TASK ITEM -
Copy out every line holding the string "Banco" from the records below.

RECORDS TO PROCESS Block Start

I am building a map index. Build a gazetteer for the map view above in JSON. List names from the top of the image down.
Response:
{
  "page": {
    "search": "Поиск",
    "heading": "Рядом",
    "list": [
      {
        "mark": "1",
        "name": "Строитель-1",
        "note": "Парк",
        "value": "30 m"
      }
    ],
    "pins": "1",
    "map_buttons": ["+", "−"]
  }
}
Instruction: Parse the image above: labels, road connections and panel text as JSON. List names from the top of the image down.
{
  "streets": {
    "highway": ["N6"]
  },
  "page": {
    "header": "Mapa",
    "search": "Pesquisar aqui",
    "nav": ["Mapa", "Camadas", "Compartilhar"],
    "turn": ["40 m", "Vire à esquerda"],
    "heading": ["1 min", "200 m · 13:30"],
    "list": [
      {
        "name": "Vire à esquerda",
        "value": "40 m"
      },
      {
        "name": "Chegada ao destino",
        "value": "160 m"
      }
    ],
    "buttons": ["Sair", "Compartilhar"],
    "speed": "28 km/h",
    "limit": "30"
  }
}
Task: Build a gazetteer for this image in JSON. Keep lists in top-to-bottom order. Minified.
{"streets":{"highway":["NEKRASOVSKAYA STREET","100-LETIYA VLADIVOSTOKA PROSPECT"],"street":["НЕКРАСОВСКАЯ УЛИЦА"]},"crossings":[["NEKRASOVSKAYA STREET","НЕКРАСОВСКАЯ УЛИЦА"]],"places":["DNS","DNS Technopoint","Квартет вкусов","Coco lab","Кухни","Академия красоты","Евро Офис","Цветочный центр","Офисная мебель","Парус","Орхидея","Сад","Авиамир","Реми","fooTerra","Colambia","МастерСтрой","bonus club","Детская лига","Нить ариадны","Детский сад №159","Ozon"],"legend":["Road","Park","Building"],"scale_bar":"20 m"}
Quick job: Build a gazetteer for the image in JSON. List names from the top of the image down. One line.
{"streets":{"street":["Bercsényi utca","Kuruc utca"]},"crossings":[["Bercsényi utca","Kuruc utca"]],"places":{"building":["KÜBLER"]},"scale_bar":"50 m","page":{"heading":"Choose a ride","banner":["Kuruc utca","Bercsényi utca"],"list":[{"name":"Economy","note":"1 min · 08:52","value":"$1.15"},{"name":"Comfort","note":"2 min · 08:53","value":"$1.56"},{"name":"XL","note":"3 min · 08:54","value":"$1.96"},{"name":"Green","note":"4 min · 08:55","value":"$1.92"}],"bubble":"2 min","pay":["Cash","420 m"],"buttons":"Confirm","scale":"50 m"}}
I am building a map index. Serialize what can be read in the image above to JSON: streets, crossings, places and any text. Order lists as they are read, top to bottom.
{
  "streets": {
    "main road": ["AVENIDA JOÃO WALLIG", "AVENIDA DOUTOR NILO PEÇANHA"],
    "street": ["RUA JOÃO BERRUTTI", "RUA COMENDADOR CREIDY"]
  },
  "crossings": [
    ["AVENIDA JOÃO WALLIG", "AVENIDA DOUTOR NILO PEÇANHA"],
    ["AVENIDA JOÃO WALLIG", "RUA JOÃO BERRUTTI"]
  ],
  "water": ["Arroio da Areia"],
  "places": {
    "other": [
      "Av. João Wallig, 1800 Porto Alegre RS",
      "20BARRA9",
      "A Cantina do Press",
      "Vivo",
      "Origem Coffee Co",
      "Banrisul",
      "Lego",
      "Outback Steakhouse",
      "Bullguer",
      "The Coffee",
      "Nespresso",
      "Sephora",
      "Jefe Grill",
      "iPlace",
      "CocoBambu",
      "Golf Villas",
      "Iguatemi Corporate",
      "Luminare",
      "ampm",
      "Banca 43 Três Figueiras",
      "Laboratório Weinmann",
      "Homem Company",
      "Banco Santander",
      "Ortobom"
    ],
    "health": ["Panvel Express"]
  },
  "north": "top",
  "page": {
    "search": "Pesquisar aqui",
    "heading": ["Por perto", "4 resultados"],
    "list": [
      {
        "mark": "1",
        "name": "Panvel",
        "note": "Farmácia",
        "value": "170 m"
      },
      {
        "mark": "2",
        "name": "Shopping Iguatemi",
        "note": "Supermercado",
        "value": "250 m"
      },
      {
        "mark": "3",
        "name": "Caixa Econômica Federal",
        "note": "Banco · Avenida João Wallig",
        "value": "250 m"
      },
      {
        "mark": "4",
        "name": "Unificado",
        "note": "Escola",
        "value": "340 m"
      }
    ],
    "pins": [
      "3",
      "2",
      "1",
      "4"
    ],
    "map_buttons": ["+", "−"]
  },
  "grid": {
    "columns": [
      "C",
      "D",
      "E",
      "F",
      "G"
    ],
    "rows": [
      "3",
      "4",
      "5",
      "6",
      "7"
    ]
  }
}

RECORDS TO PROCESS Block End

RESULT OF THIS TASK -
      "Banco Santander",
        "note": "Banco · Avenida João Wallig",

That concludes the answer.